:: Records drawn from a dataset ::
——————
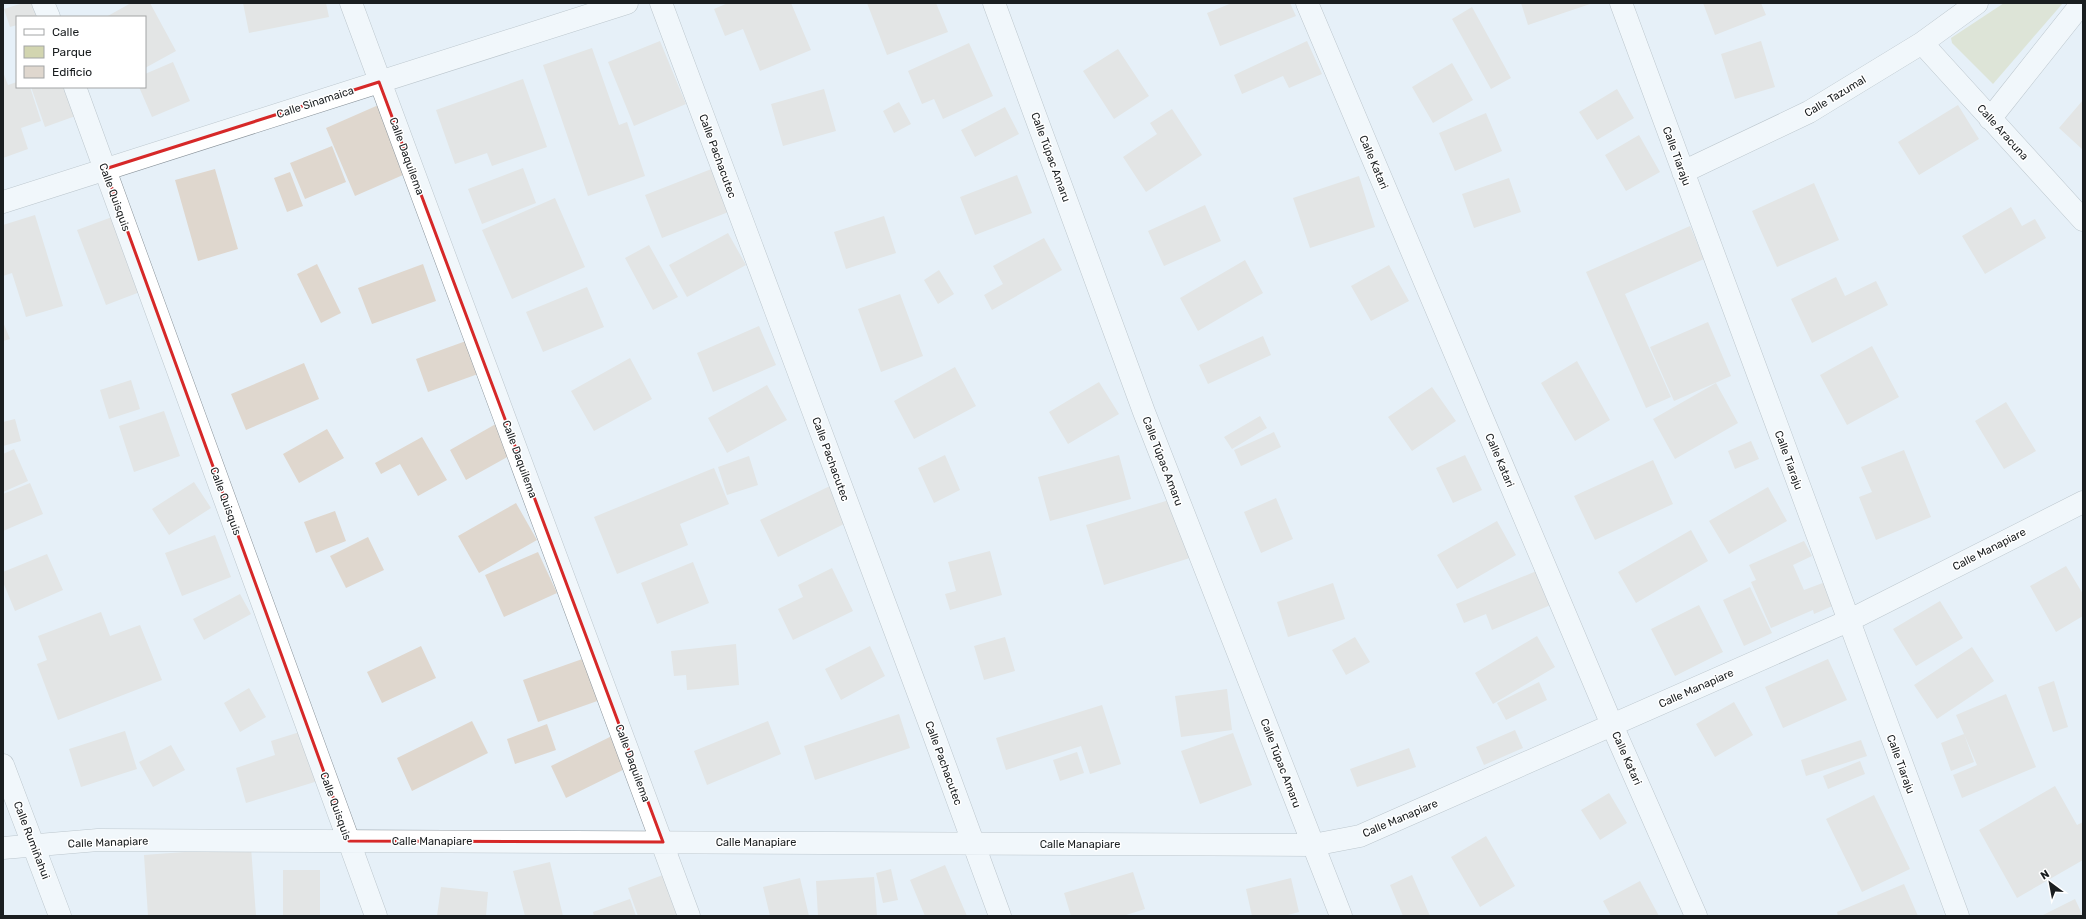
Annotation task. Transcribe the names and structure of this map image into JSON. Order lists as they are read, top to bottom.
{
  "streets": {
    "street": [
      "Calle Tazumal",
      "Calle Sinamaica",
      "Calle Aracuna",
      "Calle Daquilema",
      "Calle Pachacutec",
      "Calle Tiaraju",
      "Calle Túpac Amaru",
      "Calle Katari",
      "Calle Quisquis",
      "Calle Manapiare",
      "Calle Rumiñahui"
    ]
  },
  "crossings": [
    ["Calle Tazumal", "Calle Aracuna"],
    ["Calle Tazumal", "Calle Tiaraju"],
    ["Calle Sinamaica", "Calle Daquilema"],
    ["Calle Sinamaica", "Calle Quisquis"],
    ["Calle Daquilema", "Calle Manapiare"],
    ["Calle Pachacutec", "Calle Manapiare"],
    ["Calle Tiaraju", "Calle Manapiare"],
    ["Calle Túpac Amaru", "Calle Manapiare"],
    ["Calle Katari", "Calle Manapiare"],
    ["Calle Quisquis", "Calle Manapiare"],
    ["Calle Manapiare", "Calle Rumiñahui"]
  ],
  "legend": ["Calle", "Parque", "Edificio"],
  "north": "top left"
}
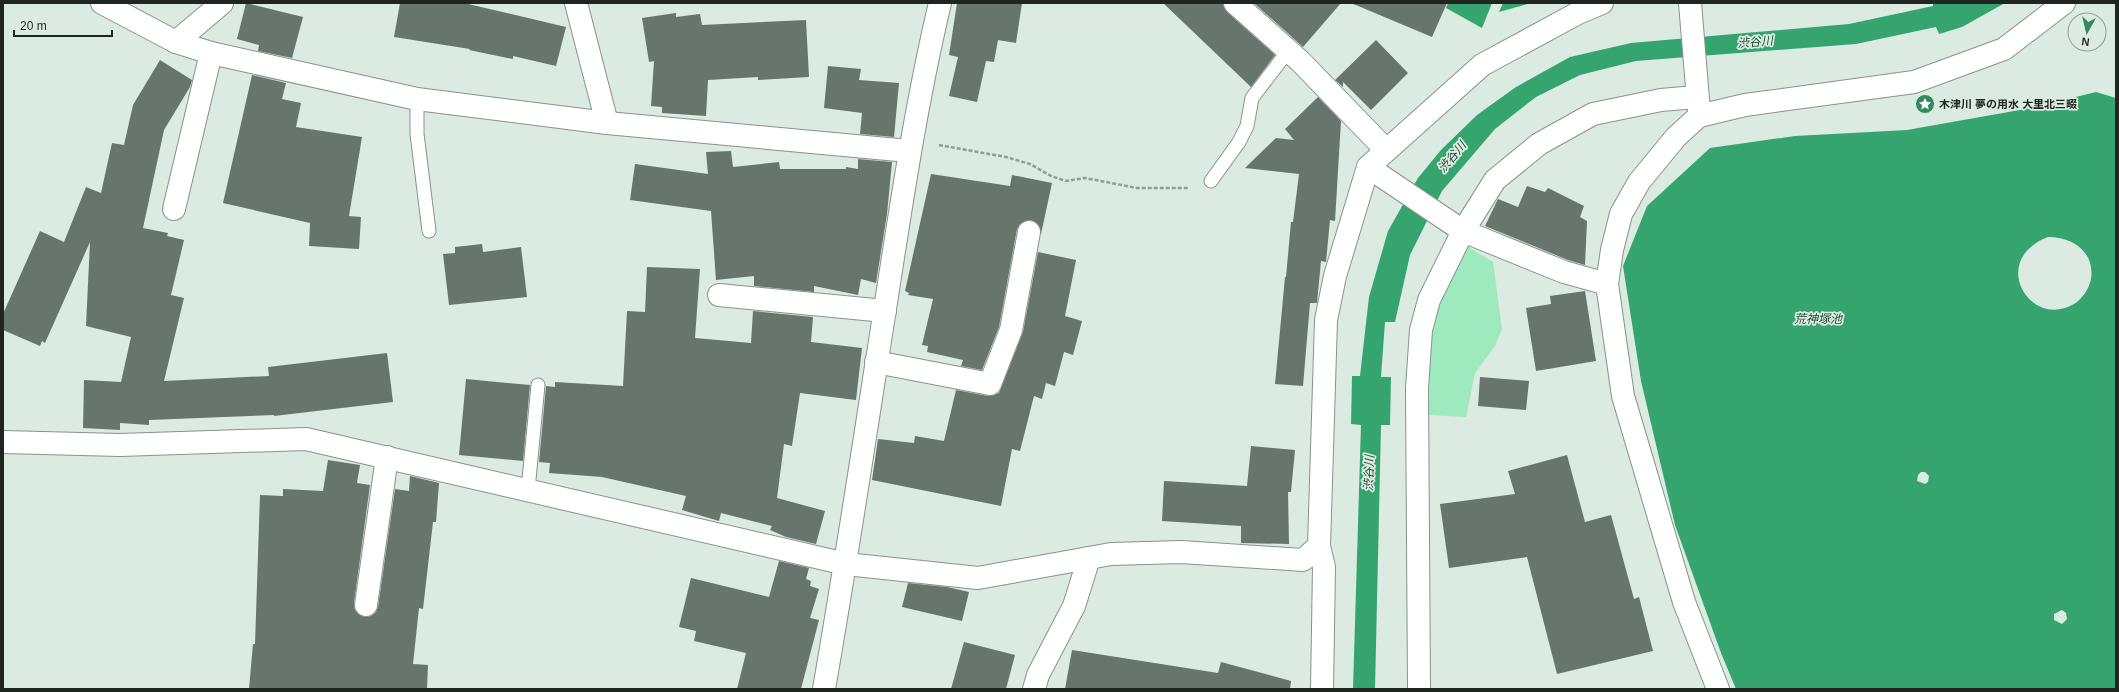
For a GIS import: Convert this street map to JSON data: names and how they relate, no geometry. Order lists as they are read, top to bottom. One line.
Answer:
{"water":["渋谷川","荒神塚池"],"places":{"place":["木津川 夢の用水 大里北三畷"]},"scale_bar":"20 m","north":"bottom"}
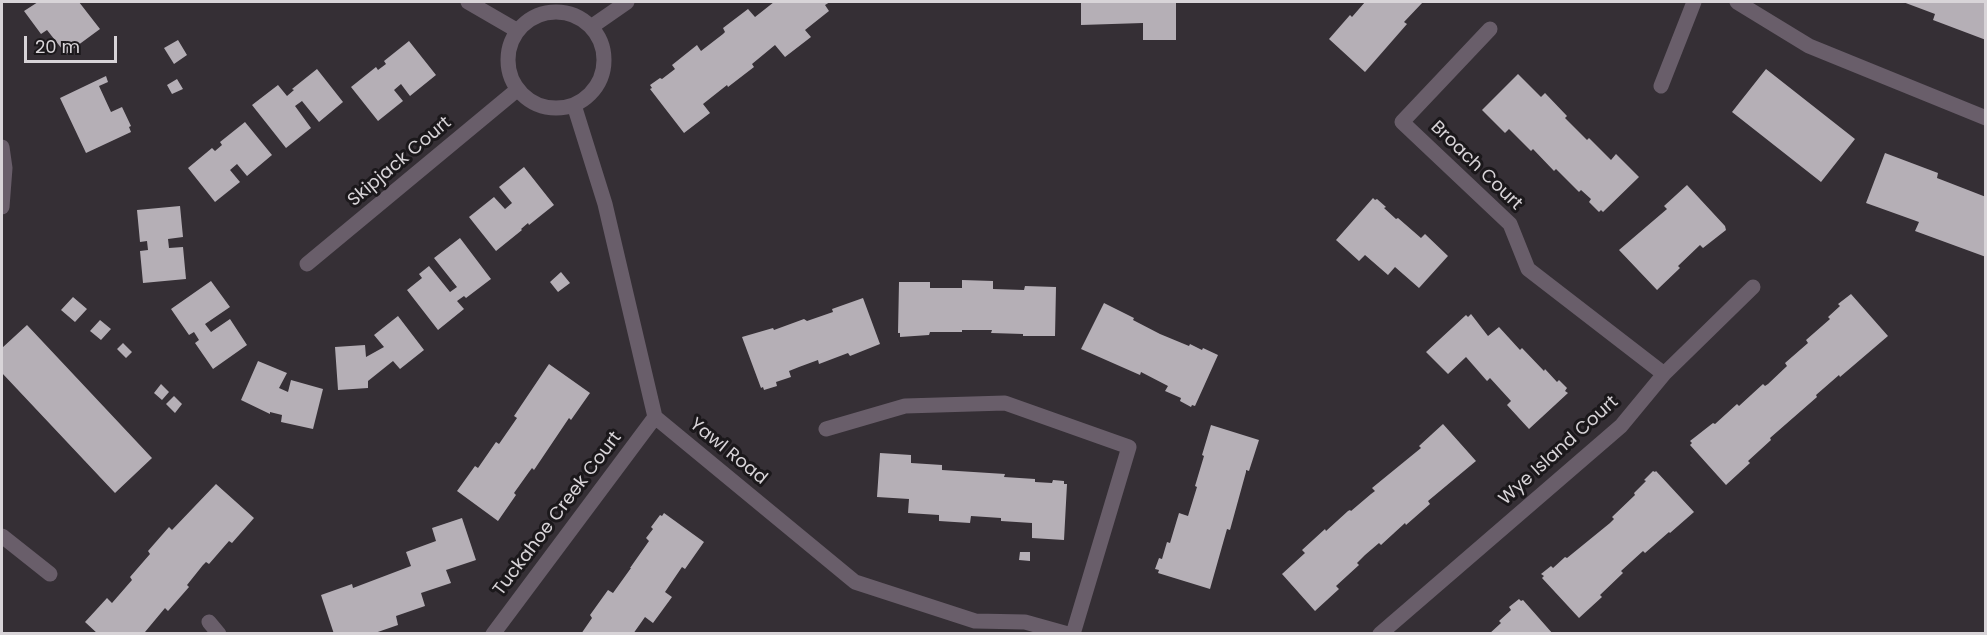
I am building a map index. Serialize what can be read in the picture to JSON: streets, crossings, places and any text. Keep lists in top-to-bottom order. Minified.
{"streets":{"street":["Skipjack Court","Broach Court","Wye Island Court","Yawl Road","Tuckahoe Creek Court"]},"crossings":[["Broach Court","Wye Island Court"],["Yawl Road","Tuckahoe Creek Court"]],"scale_bar":"20 m"}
——————
:: TASK ITEM ::
All of the data gets printed again exactly; the pictures do not.

:: EXPECTED ANSWER ::
Annotation task. Transcribe the names and structure of this map image into JSON. Order lists as they are read, top to bottom.
{
  "streets": {
    "street": [
      "Calle Tazumal",
      "Calle Sinamaica",
      "Calle Aracuna",
      "Calle Daquilema",
      "Calle Pachacutec",
      "Calle Tiaraju",
      "Calle Túpac Amaru",
      "Calle Katari",
      "Calle Quisquis",
      "Calle Manapiare",
      "Calle Rumiñahui"
    ]
  },
  "crossings": [
    ["Calle Tazumal", "Calle Aracuna"],
    ["Calle Tazumal", "Calle Tiaraju"],
    ["Calle Sinamaica", "Calle Daquilema"],
    ["Calle Sinamaica", "Calle Quisquis"],
    ["Calle Daquilema", "Calle Manapiare"],
    ["Calle Pachacutec", "Calle Manapiare"],
    ["Calle Tiaraju", "Calle Manapiare"],
    ["Calle Túpac Amaru", "Calle Manapiare"],
    ["Calle Katari", "Calle Manapiare"],
    ["Calle Quisquis", "Calle Manapiare"],
    ["Calle Manapiare", "Calle Rumiñahui"]
  ],
  "legend": ["Calle", "Parque", "Edificio"],
  "north": "top left"
}
For a GIS import: Convert this street map to JSON data: names and how they relate, no geometry. Order lists as they are read, top to bottom. One line.
Answer:
{"water":["渋谷川","荒神塚池"],"places":{"place":["木津川 夢の用水 大里北三畷"]},"scale_bar":"20 m","north":"bottom"}
I am building a map index. Serialize what can be read in the picture to JSON: streets, crossings, places and any text. Keep lists in top-to-bottom order. Minified.
{"streets":{"street":["Skipjack Court","Broach Court","Wye Island Court","Yawl Road","Tuckahoe Creek Court"]},"crossings":[["Broach Court","Wye Island Court"],["Yawl Road","Tuckahoe Creek Court"]],"scale_bar":"20 m"}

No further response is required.